Eu diria clareza. Acho que muitos grupos tendem a simplesmente ignorar os problemas até que eles desapareçam e basicamente deixam outra pessoa lidar com as situações. "Ah, deixe a gravadora fazer isso, não vamos nos incomodar". Você tem que entrar lá, mesmo que isso signifique incomodá-los, ir até sua gravadora, chutar a porta e ir para a assessoria de imprensa e ir para o departamento de arte, construir relacionamentos, se envolver.
Você tem que se envolver, porque se você for apenas um rosto que eles veem uma vez a cada dois anos, você realmente não terá nenhuma influência sobre o que eles fazem. Você tem que construir esses relacionamentos e colocá-los do seu lado. Esta é a atitude em que muitos artistas pensam: Hmmm, não consigo fazer isso.

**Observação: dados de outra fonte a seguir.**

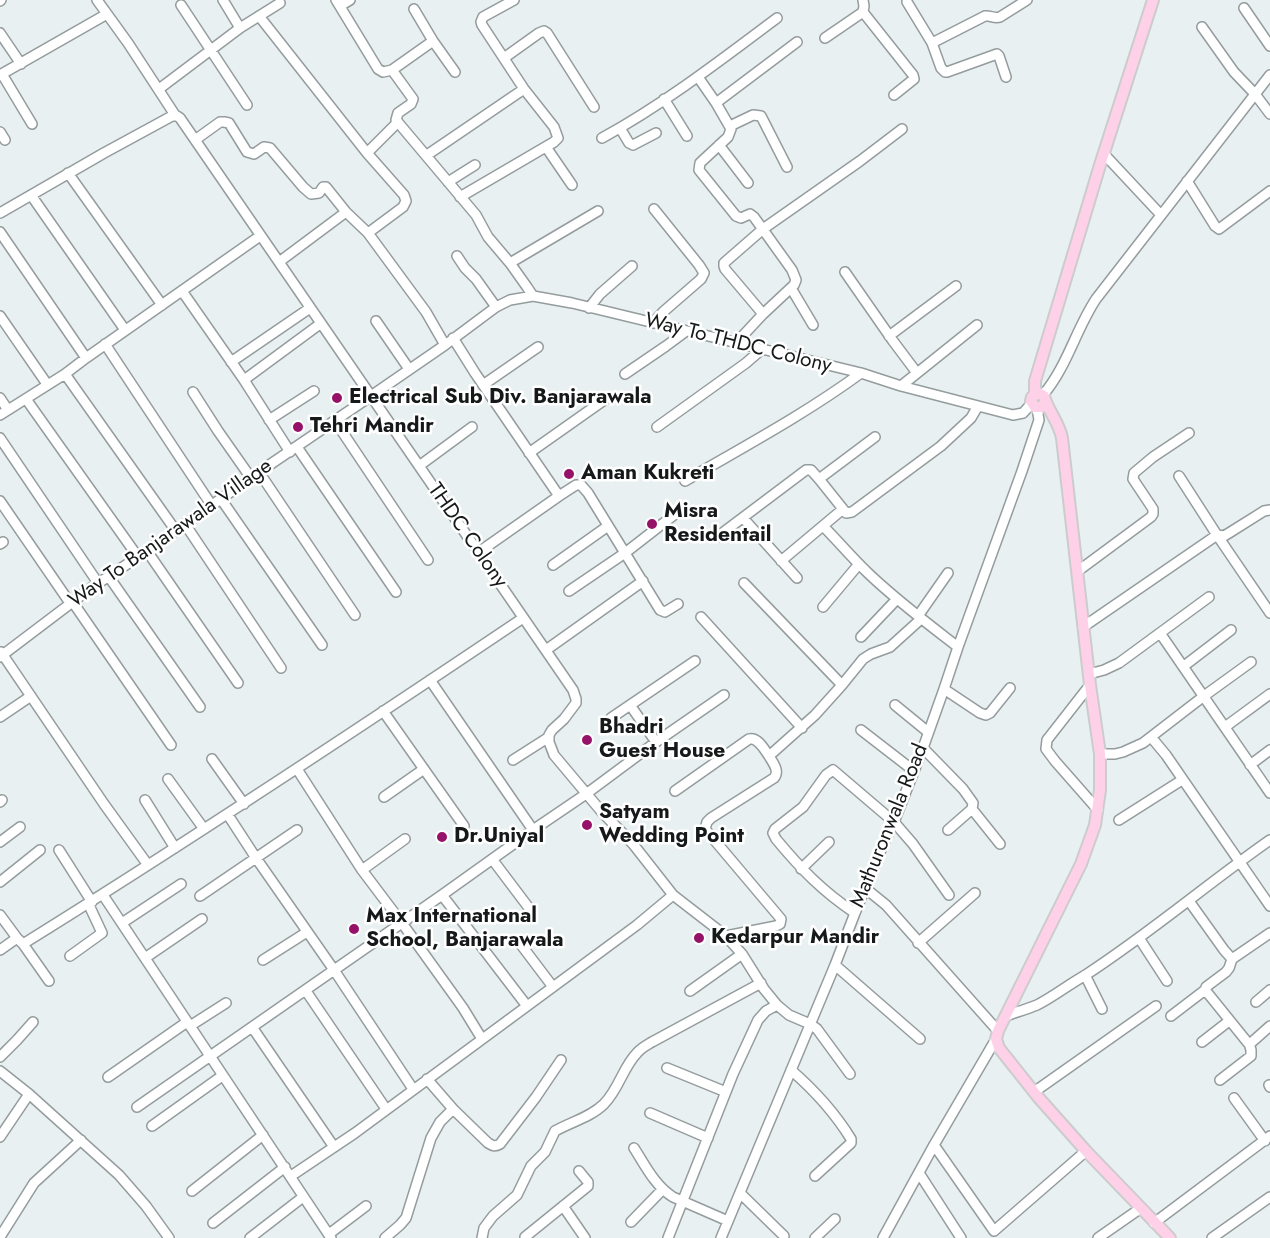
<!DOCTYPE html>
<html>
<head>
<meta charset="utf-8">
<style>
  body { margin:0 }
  canvas { display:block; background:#e9f0f2 }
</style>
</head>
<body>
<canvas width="1270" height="1238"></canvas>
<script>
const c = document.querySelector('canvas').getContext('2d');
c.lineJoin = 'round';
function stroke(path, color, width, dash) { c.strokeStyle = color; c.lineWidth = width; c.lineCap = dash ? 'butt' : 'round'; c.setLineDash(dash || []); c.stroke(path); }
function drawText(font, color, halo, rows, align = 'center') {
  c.font = font + ' Jost,sans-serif'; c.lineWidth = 5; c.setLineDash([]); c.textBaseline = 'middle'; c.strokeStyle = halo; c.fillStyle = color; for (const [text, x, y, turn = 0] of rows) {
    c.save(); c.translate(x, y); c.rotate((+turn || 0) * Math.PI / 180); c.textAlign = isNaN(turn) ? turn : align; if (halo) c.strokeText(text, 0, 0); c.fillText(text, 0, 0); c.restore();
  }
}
const minor = new Path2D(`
  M97 0 128 43 175 115
  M223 0 240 28
  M336 0 378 69 383 72 392 70 433 41 414 9
  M0 1 1 0
  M907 2 932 43 941 68 945 72H947L997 54 999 56 1006 77
  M181 5 247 105
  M340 6 350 0
  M1244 8 1270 46
  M863 12 913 75 914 79 894 95
  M259 16 367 153
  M1202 27 1234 72 1255 94 1270 114
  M0 33 21 64
  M825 38 863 12 864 6 863 0
  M433 41 455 72
  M932 43 985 16C990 15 994 19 1000 17L1027 0
  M504 58 539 33 544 31 547 33 594 107
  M392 70 413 99 411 104 398 113 396 120 476 215 488 237 510 263 527 287 533 296
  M2 74 32 124
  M0 75 107 14
  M698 77 716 103 731 129 728 137 700 163 699 170 736 216 741 218 750 214 754 217 792 270 796 280 794 285 763 314 736 343
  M159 89 240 28 280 3
  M664 99 687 136
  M716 103 797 42
  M730 126 753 115 761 116 787 167
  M620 128 629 143 633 145 656 133
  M0 132 5 140
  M602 138C664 104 721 60 777 18
  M195 140 220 122H224L229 123 247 152 254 154 264 147 270 148 303 187 311 194 319 193 323 187H326L346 212 368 233 426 312 445 345
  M719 145 748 183
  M546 147 572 185
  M1104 154 1161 215
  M427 155 524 89
  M68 173 162 305
  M1187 181 1215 226 1219 229 1270 191
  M448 182 475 165
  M31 195 125 330
  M460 197 554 142 558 138 554 127 524 89 482 25 481 22 483 17 514 0
  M0 213 104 153 172 116H177L180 118 573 690 576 699V703L564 719 552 730 549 735V742L554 755 601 811 633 844 673 895 726 936 732 943 742 954 764 989 777 1005 789 1015 810 1024 817 1029 850 1074
  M0 232 86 358
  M368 233 403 207 406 201 404 195 367 153 398 122
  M457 256 465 268 476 279 496 307
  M279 262 346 212
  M510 263 598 211
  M845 272 893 341 917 373
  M791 288 813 325
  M182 291 244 380 290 452
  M589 308 600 294 632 266
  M763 314 725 269 724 266V263L763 229 860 161 902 129
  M0 316 47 384
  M376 321 409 369
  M653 323 663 312 701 279 704 273 699 265 654 209
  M889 336 956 286
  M453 338 475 373 559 496
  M105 344 212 506
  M231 362 310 308
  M65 374 176 531
  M625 374 666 346 685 332
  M244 380 320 324
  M483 385 538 347
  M901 386 977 325
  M193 392 218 431 251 478
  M1043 395C1067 367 1076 329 1096 299L1270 75
  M0 398 8 410
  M26 399 138 557
  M0 415 65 374 86 358 260 236
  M269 420 314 391
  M335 421 428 560
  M657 427 746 363 761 350
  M0 438 98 583
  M297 447 396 592
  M529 453 607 398
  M419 466 472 427
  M259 472 355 615
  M1179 476 1217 535 1270 613
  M685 481C745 446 805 414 861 373
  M221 499 322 645
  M0 501 70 603
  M843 509 819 479 875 437
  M743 518 797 578
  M185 524 281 668
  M823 526C838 541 852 558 868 573 896 600 927 623 958 647
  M717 537 806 470H811L819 479
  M0 544 3 542
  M147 551 238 683
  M479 552 559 496 576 485H581L588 493 660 610 665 612 678 604
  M781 561 843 509 846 513 852 512 941 446 971 418 978 406
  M553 565 608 526
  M1078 571 1151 517 1153 514V509L1133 479 1134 473 1153 457 1189 433
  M109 577 200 707
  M744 583 842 685
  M569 591 625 553 679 511
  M72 601 171 745
  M823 607 859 564
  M918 616 948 573
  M701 617 802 728
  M1083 627 1217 535 1224 536 1229 533 1264 511 1270 510
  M1160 633 1270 793
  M861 637 897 599
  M546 650 643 581
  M1 652 104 804 148 865
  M0 657 91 588 138 557 259 472 371 396 445 345 496 307 510 300 533 296 572 303 861 373 901 386 1013 415 1023 413 1032 403
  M1184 666 1231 630
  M1089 674 1104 670 1119 663 1209 597
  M430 680 533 830
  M1090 685 1047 740 1046 749 1055 761 1098 810
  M944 689 980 713 986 715 990 713 1010 688
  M630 705 656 742
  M895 705 928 732
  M383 711 464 826
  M0 717 31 696
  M611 718 695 661
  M1225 727 1270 694
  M861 730 914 771
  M1151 737 1166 755 1270 906
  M923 748 963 789 973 803 972 809 948 830
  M1100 754H1115L1123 752 1143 743 1204 696 1251 662
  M212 759 244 804
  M513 760 549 737
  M1250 765 1270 750
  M297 769 362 870 402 923 463 1008 482 1039
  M168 779 204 829
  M675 791 749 739C758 737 764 749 769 756
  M384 797 424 769
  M145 800 175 848
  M0 802 2 800
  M972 809 1000 844
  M228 815 256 858 334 970 413 1089
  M1119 820 1182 780
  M0 842 20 827
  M59 850 92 902
  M492 859 532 912
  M801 869 829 842
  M362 870 405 839
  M0 882 40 850
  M865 888 886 905 998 1031
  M103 895 331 1238
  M442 895 527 1006
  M200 896 297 830
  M1189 901 1224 950 1232 959 1270 933
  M855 913C822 891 801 869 776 839L773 833 775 829 803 807 826 775 833 770 894 822 913 844 949 895
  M0 915 17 938
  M122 923 181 884
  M726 936 776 926 780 924 781 919 705 829 707 822 711 818 774 778C780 771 773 763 769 756L815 715 842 685 863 659 871 654 890 647 921 619
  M1139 938 1167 981
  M918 943 975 893
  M23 944 49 981
  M522 946 553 987
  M0 950 17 938 23 944C192 839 358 729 523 618
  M70 956 102 933 88 903
  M145 958 202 919
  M1232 959 1229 968 1226 972 1206 987V991L1248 1043 1252 1042 1270 1026
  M263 960 307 932
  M835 965 920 1039
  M1085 975 1102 1009
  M306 991 386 1109
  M690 991 742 954
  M1256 1002 1270 990
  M1006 1016C1017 1012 1027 1009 1037 1005 1053 997 1068 985 1084 976 1149 934 1207 884 1270 840
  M1171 1016 1205 990
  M190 1026 226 1003
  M252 1027 334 1147
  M1202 1042 1229 1021
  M0 1057 17 1040 33 1022
  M667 1068 726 1092
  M791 1070C814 1090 835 1113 851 1139V1143L815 1176
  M0 1071 29 1094 119 1175 146 1206 169 1238
  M108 1077 187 1022
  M1220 1080 1251 1056V1050L1249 1043
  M1269 1085 1270 1087
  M1034 1092 1156 1006
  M1234 1098 1265 1141
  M137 1107 442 895 533 830 586 794 656 742 724 695
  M453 1109 488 1143C493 1146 495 1147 500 1144L536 1097 561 1060
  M650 1113 708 1138
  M152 1126 222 1076
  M0 1137 29 1094
  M934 1145 994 1231 1086 1151
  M634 1148C645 1165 655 1186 673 1197L728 1221
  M919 1173 961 1238
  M291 1176 355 1133 637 925 673 895
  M192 1191 263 1135
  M740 1193 784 1236
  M563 1206 585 1238
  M631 1222 663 1189
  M213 1223 285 1167
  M1154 1223 1270 1136
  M329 1234 366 1206
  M0 1237 34 1183 81 1140
  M525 1237 588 1186V1182L579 1171
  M250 1238 303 1197
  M385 1238 400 1225 406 1218 431 1138 440 1122 453 1109 427 1079
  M482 1238 484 1228 493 1216 517 1195 531 1166 545 1152 555 1131C571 1122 591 1117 604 1104 619 1089 623 1067 637 1053 641 1048 647 1045 652 1042L761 983
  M668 1238 733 1074 758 1020 766 1011 777 1005
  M721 1238 835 965 855 913 883 845 894 822 923 748 944 689 958 647 1022 471 1039 420 1037 408
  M815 1238 835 1219
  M883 1238 934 1145 996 1039
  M1098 1238 1141 1208
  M1212 1238 1270 1197`);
const major = new Path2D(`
  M1035 394V381L1100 165 1153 0
  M1045 403 1042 407H1035L1031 401 1032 397 1038 393 1044 396C1048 411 1059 422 1062 438L1090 685 1100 754V790L1095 825 1081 864 998 1031 996 1039 999 1048 1038 1097 1086 1151 1170 1238`);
stroke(minor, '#959c9d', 12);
stroke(major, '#ccc', 14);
stroke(minor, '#fff', 9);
stroke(major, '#fed1e8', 10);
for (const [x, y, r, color] of [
  [337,398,6,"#961269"],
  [298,427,6,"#961269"],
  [569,474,6,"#961269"],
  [652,524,6,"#961269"],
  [587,740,6,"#961269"],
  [587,825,6,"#961269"],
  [442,837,6,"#961269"],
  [354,929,6,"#961269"],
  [699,938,6,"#961269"]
]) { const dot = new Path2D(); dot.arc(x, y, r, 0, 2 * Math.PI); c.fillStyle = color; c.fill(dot); stroke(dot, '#fff', 2); }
drawText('21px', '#161919', '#fff', [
  ["Way To THDC Colony",738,344,14],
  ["Way To Banjarawala Village",171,534,-35],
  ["THDC Colony",467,536,55],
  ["Mathuronwala Road",890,826,-68]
]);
drawText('bold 21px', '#161919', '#fff', [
  ["Electrical Sub Div. Banjarawala",349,398],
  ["Tehri Mandir",310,427],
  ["Aman Kukreti",581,474],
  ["Misra",664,512],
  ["Residentail",664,536],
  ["Bhadri",599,728],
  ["Guest House",599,752],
  ["Satyam",599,813],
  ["Wedding Point",599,837],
  ["Dr.Uniyal",454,837],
  ["Max International",366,917],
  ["School, Banjarawala",366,941],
  ["Kedarpur Mandir",711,938]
], 'left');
</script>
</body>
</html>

Mas uma gravadora é composta de indivíduos, como uma banda. E como uma banda trabalha em seus relacionamentos, você apenas tem que fazer esses relacionamentos acontecerem na gravadora também. E isso vale para agentes e tudo o mais, pessoal de relações públicas, se você os tiver, todo esse tipo de coisa. E é difícil! Porque nem sempre há tempo. Mas decidimos que precisava ser feito. Então, encontramos uma maneira.

É uma questão de não aceitar tudo o que dizem para você fazer?

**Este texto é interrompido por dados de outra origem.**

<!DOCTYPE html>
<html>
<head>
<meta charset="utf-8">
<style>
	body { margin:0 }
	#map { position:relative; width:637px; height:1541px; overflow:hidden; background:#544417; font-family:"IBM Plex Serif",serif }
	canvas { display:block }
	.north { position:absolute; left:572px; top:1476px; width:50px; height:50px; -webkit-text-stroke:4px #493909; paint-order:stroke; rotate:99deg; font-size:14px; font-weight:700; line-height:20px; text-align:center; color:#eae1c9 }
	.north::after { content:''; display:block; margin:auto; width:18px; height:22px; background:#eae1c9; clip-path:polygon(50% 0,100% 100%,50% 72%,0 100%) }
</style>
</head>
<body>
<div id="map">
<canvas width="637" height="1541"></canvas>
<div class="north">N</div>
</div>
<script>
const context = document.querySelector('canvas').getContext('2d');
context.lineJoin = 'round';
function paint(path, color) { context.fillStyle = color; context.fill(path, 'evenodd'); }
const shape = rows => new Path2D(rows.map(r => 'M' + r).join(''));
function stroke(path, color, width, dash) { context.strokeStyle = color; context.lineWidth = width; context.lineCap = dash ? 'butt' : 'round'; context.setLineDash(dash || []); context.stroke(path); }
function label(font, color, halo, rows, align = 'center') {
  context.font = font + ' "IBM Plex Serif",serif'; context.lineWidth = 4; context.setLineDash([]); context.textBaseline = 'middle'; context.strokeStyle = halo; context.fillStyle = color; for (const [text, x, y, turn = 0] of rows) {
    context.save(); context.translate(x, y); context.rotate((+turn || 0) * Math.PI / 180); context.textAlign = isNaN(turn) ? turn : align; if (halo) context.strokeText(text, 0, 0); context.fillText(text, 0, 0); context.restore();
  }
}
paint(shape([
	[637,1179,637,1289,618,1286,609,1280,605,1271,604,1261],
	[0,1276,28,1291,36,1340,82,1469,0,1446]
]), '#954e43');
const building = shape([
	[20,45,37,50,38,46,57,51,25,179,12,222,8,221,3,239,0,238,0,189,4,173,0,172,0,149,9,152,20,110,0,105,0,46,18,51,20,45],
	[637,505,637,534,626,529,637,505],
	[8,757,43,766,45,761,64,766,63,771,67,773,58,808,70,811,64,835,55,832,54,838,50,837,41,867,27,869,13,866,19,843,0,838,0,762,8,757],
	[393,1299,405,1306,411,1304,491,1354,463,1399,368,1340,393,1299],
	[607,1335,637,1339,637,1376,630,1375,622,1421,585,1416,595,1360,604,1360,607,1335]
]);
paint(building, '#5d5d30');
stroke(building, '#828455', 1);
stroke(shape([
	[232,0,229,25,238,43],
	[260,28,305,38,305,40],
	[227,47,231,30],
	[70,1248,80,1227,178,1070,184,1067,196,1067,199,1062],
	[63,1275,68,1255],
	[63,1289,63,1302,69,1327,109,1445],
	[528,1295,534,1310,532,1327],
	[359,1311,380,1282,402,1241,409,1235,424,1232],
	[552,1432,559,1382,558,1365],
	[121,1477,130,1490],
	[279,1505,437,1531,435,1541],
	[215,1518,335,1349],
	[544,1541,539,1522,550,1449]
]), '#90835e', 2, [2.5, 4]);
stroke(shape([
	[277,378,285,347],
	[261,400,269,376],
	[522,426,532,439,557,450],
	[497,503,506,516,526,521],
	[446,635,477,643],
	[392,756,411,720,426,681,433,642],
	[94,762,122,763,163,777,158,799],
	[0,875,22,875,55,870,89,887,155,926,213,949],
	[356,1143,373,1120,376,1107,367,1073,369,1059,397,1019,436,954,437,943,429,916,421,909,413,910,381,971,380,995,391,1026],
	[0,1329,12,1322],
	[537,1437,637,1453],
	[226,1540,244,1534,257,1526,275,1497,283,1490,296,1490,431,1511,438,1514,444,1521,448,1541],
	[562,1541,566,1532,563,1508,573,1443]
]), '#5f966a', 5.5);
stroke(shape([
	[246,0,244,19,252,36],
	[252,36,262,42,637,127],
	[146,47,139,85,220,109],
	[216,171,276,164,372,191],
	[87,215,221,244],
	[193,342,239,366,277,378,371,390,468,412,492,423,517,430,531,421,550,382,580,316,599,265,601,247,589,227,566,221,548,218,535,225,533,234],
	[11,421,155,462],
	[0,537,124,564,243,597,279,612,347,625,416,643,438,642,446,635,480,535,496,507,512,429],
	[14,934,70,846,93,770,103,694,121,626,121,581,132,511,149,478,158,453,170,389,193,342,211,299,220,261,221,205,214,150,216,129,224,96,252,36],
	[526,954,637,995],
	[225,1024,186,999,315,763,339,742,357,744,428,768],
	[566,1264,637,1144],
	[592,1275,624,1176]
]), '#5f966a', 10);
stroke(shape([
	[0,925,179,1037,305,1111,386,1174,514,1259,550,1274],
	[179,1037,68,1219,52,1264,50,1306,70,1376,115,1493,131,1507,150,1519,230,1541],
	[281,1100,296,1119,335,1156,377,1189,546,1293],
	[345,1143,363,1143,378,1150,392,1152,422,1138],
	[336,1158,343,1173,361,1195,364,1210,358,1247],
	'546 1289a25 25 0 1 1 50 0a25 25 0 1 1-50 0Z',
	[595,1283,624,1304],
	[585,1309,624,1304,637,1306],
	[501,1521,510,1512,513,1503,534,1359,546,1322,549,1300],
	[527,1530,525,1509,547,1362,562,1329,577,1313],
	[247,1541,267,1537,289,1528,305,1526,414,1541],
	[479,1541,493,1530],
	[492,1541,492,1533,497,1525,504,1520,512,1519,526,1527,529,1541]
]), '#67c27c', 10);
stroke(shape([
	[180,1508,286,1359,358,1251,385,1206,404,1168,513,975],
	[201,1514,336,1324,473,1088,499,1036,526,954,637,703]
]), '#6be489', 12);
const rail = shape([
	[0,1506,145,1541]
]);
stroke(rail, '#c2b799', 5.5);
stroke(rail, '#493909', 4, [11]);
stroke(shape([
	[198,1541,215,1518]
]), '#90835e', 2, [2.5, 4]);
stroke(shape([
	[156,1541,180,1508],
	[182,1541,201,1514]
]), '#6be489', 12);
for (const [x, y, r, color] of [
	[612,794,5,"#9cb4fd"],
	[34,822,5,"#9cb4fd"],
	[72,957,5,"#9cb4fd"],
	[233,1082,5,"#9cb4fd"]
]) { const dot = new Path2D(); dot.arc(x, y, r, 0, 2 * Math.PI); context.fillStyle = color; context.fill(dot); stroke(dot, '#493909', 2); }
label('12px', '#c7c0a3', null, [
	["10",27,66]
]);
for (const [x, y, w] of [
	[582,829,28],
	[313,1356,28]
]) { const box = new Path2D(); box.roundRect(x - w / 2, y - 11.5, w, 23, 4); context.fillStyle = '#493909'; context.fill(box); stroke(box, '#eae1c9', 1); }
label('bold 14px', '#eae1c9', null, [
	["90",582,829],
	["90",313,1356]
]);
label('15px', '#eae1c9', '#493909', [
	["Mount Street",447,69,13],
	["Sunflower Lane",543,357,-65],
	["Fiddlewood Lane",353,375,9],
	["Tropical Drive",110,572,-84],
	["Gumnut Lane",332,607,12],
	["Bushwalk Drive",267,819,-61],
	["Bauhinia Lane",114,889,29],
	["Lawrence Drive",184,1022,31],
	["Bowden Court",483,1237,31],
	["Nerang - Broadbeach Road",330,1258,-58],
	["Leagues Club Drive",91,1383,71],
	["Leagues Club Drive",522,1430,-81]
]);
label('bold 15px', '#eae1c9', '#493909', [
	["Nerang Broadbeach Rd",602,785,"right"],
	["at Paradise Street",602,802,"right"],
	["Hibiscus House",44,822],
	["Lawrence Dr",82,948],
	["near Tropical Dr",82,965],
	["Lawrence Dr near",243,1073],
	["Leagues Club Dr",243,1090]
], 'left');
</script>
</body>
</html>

Bem, temos essa reputação, mas, na verdade, somos provavelmente as pessoas mais razoáveis com quem se trabalhar, em que qualquer conselho que considerarmos qualificado, iremos considerar. Em última análise, a responsabilidade deve ser mantida pelo grupo por tudo o que acontece. Mas o outro lado disso é buscar conselhos de pessoas qualificadas ao seu redor. Os interesses de uma banda e de uma gravadora são bastante próximos - há momentos em que os dois não coincidem, mas geralmente são próximos. Muitas dessas empresas têm pessoas extremamente inteligentes e bem informadas, então eu diria que utilizam isso. Nós temos. Mesmo antes de termos um empresário ou um negócio, estávamos indo para as pessoas e apenas escolhendo suas mentes, da maneira mais agradável possível, literalmente apenas descobrindo qual é a melhor maneira de fazer isso.